Un Hombre Mayor Entregó su Currículum para Postular a un Trabajo, Pero la Recepcionista lo Echó:
“Igual te van a descalificar, ¿para qué perder el tiempo?”
Minutos Después, el Director Corrió Llorando y lo Abrazó — Porque Aquel Hombre Era…
Era una tarde lluviosa en Quezon City, y una fina llovizna caía sobre las calles grises.
Bajo el toldo de un edificio con el letrero “Santos Industrial Corporation – Se busca: Ingeniero Mecánico con Experiencia”, se encontraba un hombre delgado, de unos cincuenta años, cansado por el viaje.
Llevaba un sobre envejecido con su currículum, arrugado por los años de idas y venidas buscando empleo. Su camisa estaba gastada, sus zapatos casi sin suela, pero todo limpio; se notaba el esfuerzo por mantener la dignidad.
Su nombre era don Ernesto Ramos, exjefe de ingeniería mecánica en una fábrica de motores en Laguna.
Cinco años atrás, la empresa había cerrado, y desde entonces no conseguía trabajo.
A sus 52 años, ya había enviado cientos de solicitudes, y siempre recibía la misma respuesta:
“Lo sentimos, preferimos candidatos más jóvenes, familiarizados con las nuevas tecnologías.”
Aquel día, cargaba su última esperanza.
Al entrar al vestíbulo, lo recibió el aire frío del aire acondicionado y una joven recepcionista distraída con su celular.
Ella levantó la vista con desgano y preguntó sin interés:
— “¿Sí, en qué puedo ayudarle?”
— “Buenas tardes, señorita. Escuché que están buscando ingenieros mecánicos. Me gustaría dejar mi currículum.”

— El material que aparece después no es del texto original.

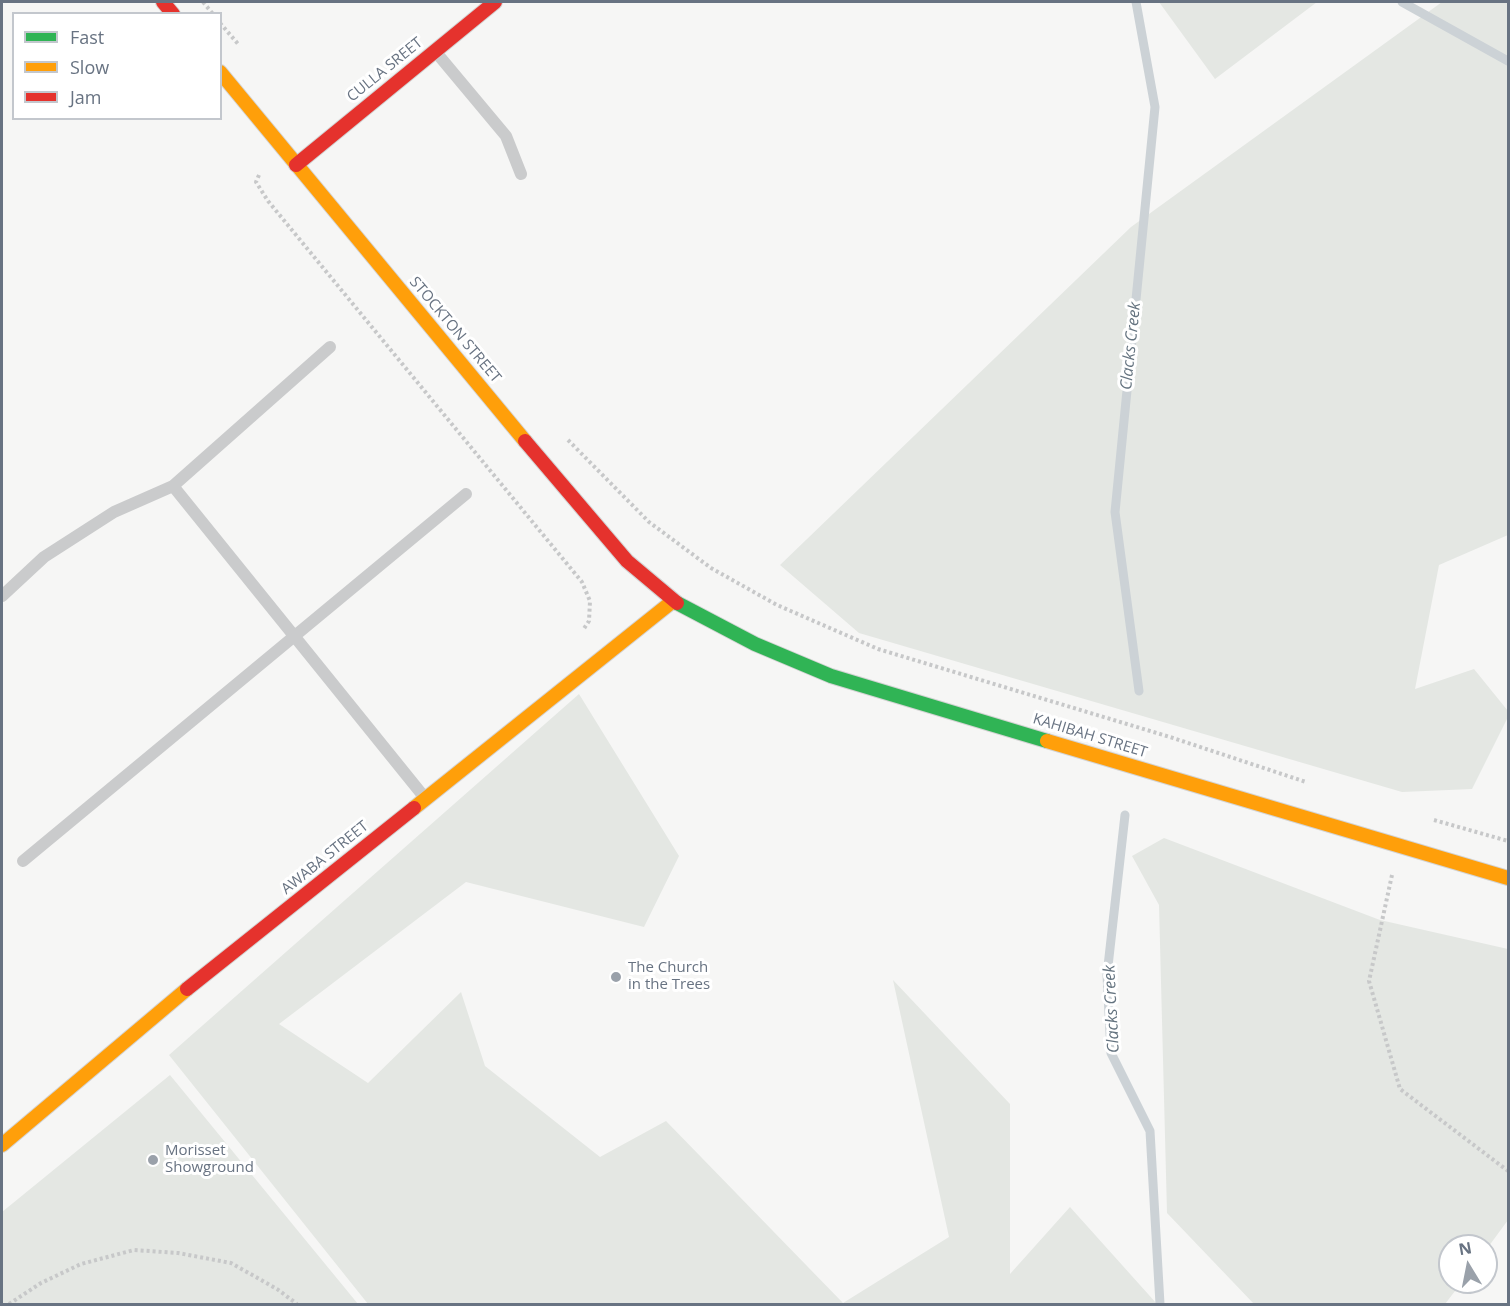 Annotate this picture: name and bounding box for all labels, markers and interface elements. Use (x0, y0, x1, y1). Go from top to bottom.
legend (12, 12, 222, 120)
text: Fast (70, 25, 104, 49)
street label: CULLA SREET (344, 34, 426, 106)
text: Slow (70, 55, 109, 79)
text: Jam (70, 85, 102, 109)
street label: STOCKTON STREET (405, 273, 505, 387)
water label: Clacks Creek (1117, 301, 1145, 391)
street label: KAHIBAH STREET (1031, 710, 1149, 762)
street label: AWABA STREET (278, 817, 372, 899)
place label: The Church in the Trees (628, 959, 710, 994)
water label: Clacks Creek (1100, 965, 1124, 1053)
marker: The Church in the Trees (609, 970, 623, 984)
place label: Morisset Showground (165, 1142, 254, 1177)
marker: Morisset Showground (146, 1153, 160, 1167)
north arrow (1438, 1234, 1498, 1294)
text: N (1457, 1236, 1474, 1260)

La joven lo miró de pies a cabeza, luego al sobre en sus manos, y sonrió con frialdad.
— “Ah… sí, pero nuestra empresa busca ingenieros jóvenes, con energía, que sepan usar CAD y software 3D. Tal vez a usted le cueste un poco.”
Don Ernesto mantuvo la calma.
— “Está bien, señorita. ¿Podría al menos recibir mi currículum? Puedo hacer una prueba, incluso sin sueldo al principio…”
Pero la recepcionista puso los ojos en blanco.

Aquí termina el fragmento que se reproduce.